[Data records]
⁂

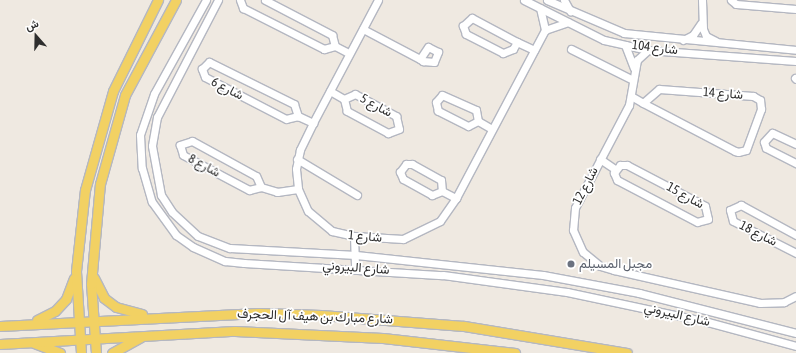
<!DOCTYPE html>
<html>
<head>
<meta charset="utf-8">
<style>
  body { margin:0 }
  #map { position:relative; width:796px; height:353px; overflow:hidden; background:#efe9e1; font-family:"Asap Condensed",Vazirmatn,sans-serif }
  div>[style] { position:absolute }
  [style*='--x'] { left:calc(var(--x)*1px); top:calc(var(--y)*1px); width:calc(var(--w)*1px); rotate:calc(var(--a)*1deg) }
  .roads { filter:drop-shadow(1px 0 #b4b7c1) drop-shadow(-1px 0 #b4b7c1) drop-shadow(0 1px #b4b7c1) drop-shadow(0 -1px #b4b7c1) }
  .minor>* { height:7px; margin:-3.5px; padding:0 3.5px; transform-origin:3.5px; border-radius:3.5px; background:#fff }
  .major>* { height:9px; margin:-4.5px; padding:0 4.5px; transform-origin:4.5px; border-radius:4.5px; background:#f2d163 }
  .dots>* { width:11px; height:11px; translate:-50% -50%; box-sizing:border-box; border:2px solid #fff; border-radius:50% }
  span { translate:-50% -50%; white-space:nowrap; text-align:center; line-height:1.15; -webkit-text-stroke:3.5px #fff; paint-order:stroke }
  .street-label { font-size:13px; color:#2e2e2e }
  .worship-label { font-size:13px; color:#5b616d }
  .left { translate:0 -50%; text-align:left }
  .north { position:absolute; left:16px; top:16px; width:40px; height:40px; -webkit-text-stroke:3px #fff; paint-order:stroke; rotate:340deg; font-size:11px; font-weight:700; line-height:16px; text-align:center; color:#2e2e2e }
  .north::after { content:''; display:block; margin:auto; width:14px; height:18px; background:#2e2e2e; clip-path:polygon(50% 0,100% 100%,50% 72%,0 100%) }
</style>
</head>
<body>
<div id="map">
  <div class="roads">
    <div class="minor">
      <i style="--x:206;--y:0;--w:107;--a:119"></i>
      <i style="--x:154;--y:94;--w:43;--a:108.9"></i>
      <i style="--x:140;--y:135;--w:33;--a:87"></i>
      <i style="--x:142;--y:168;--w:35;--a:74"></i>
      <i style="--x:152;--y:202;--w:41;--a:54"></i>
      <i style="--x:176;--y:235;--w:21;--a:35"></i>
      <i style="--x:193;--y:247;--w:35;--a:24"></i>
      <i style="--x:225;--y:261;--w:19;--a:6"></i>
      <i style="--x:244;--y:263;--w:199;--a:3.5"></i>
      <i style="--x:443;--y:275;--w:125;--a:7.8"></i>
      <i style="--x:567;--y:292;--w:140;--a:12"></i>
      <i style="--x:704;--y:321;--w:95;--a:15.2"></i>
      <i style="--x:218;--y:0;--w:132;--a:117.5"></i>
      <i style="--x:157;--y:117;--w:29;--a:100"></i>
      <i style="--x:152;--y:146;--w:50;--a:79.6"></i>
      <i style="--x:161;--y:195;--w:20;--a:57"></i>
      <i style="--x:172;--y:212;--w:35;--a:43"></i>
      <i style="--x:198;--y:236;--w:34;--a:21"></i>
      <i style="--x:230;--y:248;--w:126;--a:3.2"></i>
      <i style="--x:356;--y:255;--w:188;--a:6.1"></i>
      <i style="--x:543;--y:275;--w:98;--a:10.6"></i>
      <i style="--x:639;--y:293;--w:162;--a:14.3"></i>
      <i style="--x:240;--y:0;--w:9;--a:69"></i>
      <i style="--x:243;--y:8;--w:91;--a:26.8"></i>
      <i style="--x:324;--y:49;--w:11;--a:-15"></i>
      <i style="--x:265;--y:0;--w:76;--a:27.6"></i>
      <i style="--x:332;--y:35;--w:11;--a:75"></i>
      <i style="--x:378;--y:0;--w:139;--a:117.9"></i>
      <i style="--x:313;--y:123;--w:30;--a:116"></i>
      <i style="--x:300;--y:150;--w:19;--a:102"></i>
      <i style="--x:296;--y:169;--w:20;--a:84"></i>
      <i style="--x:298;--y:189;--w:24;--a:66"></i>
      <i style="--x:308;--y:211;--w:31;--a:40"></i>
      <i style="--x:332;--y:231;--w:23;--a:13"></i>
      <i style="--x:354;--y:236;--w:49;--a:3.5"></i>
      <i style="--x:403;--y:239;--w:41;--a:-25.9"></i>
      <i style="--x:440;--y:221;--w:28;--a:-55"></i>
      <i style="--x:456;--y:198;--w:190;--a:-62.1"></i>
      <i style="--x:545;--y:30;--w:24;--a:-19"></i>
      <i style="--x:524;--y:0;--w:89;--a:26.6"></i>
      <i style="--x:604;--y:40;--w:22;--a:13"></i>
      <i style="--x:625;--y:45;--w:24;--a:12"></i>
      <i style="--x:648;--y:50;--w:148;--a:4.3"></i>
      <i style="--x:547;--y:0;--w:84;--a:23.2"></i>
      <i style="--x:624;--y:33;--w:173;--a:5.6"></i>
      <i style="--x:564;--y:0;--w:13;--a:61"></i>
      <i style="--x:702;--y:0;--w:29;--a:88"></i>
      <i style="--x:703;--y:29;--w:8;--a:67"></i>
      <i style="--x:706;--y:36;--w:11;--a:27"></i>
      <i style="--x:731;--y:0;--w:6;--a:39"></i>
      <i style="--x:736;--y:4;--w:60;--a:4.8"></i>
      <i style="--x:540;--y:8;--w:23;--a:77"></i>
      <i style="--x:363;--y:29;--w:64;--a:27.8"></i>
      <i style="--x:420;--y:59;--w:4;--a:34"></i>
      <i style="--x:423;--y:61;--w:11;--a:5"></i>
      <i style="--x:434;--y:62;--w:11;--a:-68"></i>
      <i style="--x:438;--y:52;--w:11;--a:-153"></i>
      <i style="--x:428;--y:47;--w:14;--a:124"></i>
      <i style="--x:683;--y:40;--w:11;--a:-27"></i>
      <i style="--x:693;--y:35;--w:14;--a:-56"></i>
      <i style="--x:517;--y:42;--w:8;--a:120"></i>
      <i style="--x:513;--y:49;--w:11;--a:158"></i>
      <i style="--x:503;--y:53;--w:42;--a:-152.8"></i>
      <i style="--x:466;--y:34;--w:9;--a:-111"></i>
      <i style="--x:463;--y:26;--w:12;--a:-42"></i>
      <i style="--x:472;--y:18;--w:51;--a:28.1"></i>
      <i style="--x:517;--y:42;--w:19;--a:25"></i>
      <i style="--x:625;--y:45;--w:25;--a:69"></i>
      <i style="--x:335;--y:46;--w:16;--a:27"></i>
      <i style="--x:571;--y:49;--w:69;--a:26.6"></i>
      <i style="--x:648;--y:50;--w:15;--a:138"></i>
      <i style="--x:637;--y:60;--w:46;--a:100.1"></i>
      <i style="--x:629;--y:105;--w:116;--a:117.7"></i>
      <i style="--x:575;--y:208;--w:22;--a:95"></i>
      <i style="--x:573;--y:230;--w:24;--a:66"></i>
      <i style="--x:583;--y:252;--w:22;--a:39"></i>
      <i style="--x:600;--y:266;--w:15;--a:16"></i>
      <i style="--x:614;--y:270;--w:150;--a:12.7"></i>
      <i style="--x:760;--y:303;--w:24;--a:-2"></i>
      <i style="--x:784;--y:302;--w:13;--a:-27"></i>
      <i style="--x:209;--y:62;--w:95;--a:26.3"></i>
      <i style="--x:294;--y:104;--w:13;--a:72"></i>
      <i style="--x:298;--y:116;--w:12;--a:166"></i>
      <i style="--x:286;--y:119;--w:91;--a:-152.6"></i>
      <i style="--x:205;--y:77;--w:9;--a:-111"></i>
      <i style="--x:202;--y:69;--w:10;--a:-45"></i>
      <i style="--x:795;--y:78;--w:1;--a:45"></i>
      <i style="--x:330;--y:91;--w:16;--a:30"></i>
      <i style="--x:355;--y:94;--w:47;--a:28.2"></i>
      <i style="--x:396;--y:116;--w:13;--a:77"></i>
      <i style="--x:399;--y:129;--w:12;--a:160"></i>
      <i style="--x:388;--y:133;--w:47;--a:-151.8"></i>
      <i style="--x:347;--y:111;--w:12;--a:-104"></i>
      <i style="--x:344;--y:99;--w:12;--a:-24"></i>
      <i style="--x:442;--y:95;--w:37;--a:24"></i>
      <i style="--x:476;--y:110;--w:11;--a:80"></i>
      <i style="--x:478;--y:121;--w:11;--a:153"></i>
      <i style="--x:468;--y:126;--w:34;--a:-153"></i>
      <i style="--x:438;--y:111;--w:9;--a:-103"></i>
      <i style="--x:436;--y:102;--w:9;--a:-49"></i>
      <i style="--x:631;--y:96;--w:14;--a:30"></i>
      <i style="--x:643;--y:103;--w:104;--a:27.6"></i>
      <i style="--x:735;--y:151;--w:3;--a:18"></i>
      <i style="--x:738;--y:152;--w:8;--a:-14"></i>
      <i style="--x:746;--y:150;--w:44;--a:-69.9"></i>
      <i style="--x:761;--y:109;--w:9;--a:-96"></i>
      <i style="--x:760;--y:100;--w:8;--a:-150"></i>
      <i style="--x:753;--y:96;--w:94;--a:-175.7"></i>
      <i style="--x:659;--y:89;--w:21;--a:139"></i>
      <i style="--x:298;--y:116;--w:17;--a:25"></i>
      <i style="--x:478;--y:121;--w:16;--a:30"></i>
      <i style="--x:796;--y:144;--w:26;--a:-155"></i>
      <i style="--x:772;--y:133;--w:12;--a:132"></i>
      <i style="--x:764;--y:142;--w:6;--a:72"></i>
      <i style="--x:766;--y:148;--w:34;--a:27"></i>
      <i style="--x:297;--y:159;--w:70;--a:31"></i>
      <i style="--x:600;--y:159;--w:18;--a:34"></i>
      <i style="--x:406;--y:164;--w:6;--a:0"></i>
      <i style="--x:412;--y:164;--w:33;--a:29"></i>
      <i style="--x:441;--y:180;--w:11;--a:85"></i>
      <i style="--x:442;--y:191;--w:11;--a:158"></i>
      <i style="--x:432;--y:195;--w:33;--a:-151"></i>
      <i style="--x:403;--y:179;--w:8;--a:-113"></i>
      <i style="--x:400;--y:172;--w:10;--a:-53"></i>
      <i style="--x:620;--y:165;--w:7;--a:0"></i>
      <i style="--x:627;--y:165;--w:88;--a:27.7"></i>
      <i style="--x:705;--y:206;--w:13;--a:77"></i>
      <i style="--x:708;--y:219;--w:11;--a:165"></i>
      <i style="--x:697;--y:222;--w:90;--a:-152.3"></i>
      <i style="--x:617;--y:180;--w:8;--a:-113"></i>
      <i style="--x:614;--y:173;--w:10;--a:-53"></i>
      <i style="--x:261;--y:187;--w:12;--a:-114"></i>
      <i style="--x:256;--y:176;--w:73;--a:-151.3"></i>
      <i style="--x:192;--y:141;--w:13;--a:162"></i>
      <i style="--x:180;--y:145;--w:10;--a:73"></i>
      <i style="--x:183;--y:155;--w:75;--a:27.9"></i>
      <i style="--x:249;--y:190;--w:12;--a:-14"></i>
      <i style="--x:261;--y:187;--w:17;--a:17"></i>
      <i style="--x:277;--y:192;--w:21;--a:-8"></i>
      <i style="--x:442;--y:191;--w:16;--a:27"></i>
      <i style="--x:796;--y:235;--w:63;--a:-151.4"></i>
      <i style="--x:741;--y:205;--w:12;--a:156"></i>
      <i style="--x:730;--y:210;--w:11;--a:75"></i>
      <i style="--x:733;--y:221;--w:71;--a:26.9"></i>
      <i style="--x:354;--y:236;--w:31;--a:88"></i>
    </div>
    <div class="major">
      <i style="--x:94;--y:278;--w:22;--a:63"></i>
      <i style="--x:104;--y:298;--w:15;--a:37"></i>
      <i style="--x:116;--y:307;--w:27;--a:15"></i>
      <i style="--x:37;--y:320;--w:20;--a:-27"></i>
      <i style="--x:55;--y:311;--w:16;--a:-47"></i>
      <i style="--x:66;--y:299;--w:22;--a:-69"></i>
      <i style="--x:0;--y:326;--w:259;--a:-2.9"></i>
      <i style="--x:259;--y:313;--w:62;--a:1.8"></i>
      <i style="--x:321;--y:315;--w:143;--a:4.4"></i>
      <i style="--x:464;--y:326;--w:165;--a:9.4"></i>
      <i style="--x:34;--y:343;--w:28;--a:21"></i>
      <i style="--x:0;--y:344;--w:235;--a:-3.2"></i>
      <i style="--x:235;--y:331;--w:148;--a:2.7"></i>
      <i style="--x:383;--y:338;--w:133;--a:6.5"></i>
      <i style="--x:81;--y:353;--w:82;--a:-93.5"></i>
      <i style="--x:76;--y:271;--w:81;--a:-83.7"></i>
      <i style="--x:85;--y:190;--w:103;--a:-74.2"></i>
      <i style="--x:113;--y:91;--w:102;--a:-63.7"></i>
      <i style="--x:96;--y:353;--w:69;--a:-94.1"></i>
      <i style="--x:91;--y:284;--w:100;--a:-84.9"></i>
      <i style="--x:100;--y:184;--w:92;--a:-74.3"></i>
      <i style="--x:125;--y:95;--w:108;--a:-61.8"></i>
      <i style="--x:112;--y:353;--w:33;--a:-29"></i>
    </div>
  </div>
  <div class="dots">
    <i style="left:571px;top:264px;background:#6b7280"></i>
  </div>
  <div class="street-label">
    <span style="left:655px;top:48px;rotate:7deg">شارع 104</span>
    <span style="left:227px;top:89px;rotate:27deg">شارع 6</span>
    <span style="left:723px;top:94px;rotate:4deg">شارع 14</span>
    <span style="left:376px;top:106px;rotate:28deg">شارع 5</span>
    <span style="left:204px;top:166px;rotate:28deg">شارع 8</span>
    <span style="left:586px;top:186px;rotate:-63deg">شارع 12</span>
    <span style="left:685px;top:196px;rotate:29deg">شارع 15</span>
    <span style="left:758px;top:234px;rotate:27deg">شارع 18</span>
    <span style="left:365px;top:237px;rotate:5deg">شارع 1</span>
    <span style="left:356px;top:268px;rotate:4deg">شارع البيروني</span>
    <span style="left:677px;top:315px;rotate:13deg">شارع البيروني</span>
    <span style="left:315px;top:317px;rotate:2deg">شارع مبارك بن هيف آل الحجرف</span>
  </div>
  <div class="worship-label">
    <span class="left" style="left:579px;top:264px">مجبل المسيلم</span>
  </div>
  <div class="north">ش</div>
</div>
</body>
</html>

⁂

Please repeat, with no pictures, each line from the start of the records above through the line with "width:11px; height:11px; translate:-50%", inclusive, and only those.

<!DOCTYPE html>
<html>
<head>
<meta charset="utf-8">
<style>
  body { margin:0 }
  #map { position:relative; width:796px; height:353px; overflow:hidden; background:#efe9e1; font-family:"Asap Condensed",Vazirmatn,sans-serif }
  div>[style] { position:absolute }
  [style*='--x'] { left:calc(var(--x)*1px); top:calc(var(--y)*1px); width:calc(var(--w)*1px); rotate:calc(var(--a)*1deg) }
  .roads { filter:drop-shadow(1px 0 #b4b7c1) drop-shadow(-1px 0 #b4b7c1) drop-shadow(0 1px #b4b7c1) drop-shadow(0 -1px #b4b7c1) }
  .minor>* { height:7px; margin:-3.5px; padding:0 3.5px; transform-origin:3.5px; border-radius:3.5px; background:#fff }
  .major>* { height:9px; margin:-4.5px; padding:0 4.5px; transform-origin:4.5px; border-radius:4.5px; background:#f2d163 }
  .dots>* { width:11px; height:11px; translate:-50% -50%; box-sizing:border-box; border:2px solid #fff; border-radius:50% }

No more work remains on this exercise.